There is increasing evidence that the hypercortisolemia in inflammatory diseases suppresses the elaboration of proinflammatory cytokines, thus protecting the host from its own defence reactions. In severe sepsis and septic shock cortisol levels are usually elevated, but some patients may have relative adrenal insufficiency.

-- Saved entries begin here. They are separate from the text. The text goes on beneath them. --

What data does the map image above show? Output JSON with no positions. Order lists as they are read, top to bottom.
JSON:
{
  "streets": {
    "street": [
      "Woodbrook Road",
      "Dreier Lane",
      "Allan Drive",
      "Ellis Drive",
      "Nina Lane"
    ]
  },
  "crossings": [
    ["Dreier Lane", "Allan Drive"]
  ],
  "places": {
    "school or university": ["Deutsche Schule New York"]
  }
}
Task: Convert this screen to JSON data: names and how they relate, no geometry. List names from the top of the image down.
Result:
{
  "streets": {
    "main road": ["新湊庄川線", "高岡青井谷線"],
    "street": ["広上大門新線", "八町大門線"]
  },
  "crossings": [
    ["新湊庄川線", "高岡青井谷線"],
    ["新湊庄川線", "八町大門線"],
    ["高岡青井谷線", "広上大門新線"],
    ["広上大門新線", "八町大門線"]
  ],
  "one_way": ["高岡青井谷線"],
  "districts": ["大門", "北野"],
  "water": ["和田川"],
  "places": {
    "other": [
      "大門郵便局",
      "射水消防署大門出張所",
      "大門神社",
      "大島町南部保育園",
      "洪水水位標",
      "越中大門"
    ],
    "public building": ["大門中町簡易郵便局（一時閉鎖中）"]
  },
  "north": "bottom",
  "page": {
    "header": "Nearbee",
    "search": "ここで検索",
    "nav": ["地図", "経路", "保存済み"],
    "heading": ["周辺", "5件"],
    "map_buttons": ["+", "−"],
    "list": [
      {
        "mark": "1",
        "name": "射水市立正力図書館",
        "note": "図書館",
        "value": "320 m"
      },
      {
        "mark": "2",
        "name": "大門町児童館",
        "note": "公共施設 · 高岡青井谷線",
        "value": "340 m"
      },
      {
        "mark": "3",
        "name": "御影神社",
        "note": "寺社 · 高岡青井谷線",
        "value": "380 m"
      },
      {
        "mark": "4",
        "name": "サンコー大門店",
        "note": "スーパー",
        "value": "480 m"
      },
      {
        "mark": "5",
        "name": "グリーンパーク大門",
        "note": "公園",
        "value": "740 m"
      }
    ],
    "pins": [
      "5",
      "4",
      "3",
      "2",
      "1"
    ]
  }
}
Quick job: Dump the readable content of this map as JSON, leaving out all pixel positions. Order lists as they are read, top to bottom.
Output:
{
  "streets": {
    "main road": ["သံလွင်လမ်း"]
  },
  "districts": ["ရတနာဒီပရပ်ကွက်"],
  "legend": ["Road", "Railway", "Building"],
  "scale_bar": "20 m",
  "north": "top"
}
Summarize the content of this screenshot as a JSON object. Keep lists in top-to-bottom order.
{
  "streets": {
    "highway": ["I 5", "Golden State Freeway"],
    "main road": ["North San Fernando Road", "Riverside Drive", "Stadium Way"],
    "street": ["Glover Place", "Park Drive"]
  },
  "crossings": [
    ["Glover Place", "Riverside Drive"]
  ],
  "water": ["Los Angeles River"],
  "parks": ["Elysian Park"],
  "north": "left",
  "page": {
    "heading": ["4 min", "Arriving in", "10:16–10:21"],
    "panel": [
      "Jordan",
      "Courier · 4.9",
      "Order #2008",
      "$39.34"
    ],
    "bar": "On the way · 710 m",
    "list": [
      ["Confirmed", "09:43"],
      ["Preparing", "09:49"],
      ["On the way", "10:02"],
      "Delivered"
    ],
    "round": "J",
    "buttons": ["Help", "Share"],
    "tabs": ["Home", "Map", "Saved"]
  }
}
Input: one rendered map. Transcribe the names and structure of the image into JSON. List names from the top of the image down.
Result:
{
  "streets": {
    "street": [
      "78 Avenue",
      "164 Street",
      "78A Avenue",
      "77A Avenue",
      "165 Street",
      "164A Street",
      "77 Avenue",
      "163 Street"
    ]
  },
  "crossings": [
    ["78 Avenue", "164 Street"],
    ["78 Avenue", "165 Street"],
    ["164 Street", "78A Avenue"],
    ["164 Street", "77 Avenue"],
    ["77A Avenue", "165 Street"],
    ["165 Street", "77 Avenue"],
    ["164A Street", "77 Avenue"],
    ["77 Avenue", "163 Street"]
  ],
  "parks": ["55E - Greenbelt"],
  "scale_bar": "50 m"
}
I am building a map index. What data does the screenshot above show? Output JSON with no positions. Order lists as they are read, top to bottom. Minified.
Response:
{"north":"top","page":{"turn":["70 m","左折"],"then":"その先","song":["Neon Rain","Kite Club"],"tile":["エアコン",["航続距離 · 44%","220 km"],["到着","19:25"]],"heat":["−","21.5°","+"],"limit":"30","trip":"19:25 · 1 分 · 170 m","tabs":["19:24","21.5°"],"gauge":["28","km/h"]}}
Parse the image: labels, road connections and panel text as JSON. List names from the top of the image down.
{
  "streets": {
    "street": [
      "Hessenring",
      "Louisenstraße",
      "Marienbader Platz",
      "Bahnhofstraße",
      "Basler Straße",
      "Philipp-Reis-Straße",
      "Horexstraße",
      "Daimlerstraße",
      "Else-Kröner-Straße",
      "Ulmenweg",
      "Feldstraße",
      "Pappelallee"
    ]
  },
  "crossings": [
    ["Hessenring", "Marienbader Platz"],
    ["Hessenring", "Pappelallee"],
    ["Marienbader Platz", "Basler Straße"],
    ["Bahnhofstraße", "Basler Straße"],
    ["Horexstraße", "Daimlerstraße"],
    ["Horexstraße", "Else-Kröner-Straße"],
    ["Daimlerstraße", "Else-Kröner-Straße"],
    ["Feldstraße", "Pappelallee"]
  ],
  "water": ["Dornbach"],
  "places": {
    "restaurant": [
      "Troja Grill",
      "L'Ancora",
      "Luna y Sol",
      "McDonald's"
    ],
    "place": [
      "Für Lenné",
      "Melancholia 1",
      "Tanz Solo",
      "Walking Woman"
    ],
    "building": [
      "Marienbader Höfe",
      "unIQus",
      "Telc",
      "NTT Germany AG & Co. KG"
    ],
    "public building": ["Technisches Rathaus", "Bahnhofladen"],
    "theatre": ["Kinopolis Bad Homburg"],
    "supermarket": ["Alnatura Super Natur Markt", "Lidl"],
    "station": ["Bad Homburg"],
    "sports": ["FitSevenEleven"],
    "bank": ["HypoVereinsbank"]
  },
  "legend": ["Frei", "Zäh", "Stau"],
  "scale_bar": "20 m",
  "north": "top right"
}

This may contribute to the overwhelming systemic inflammatory response syndrome. We evaluated the impact of low-dose hydrocortisone infusion (10 mg/h) on the course of the systemic inflammatory response syndrome. This dose corresponds to a maximum secretory rate of cortisol achieved in corticotropin-stimulated healthy humans. In a prospective observational study 57 surgical patients with severe sepsis or septic shock were studied, of which in addition to the conventional treatment 12 patients were infused with low-dose hydrocortisone, and 45 were treated without any corticosteroid. In the longitudinal analysis the systemic inflammatory response--as judged by body temperature, cardiovascular response, and kinetics of inflammatory mediators such as phospholipase A2, C-reactive protein, and neutrophil elastase--started to differ in favor of the hydrocortisone-treated patients after 2 days of treatment (P < 0.05, Mann-Whitney U test). The difference disappeared after withdrawal of exogenous cortisol. Shock reversal was achieved in all patients treated with low-dose hydrocortisone. The data provide evidence that low-dose hydrocortisone infusion attenuates the systemic inflammatory response in human septic shock. From an immunological point of view a relative cortisol deficiency may contribute to the amplified immune response in systemic inflammatory diseases. A randomized clinical trial must clarify the impact of low-dose hydrocortisone infusion on the clinical course and outcome of septic shock patients.

摘要

越来越多的证据表明,炎症性疾病中的高皮质醇血症会抑制促炎细胞因子的产生,从而保护宿主免受自身防御反应的影响。在严重脓毒症和脓毒性休克中,皮质醇水平通常会升高,但一些患者可能存在相对肾上腺功能不全。这可能导致压倒性的全身炎症反应综合征。我们评估了低剂量氢化可的松输注(10毫克/小时)对全身炎症反应综合征病程的影响。该剂量相当于促肾上腺皮质激素刺激的健康人中皮质醇达到的最大分泌率。在一项前瞻性观察研究中,对57例患有严重脓毒症或脓毒性休克的外科患者进行了研究,其中除常规治疗外,12例患者接受了低剂量氢化可的松输注,45例患者未接受任何皮质类固醇治疗。在纵向分析中,通过体温、心血管反应以及炎症介质如磷脂酶A2、C反应蛋白和中性粒细胞弹性蛋白酶的动力学判断的全身炎症反应,在治疗2天后开始有利于接受氢化可的松治疗的患者(P<0.05,曼-惠特尼U检验)。停用外源性皮质醇后,差异消失。所有接受低剂量氢化可的松治疗的患者均实现了休克逆转。数据表明,低剂量氢化可的松输注可减轻人类脓毒性休克中的全身炎症反应。从免疫学角度来看,相对皮质醇缺乏可能导致全身炎症性疾病中免疫反应的放大。一项随机临床试验必须阐明低剂量氢化可的松输注对脓毒性休克患者临床病程和结局的影响。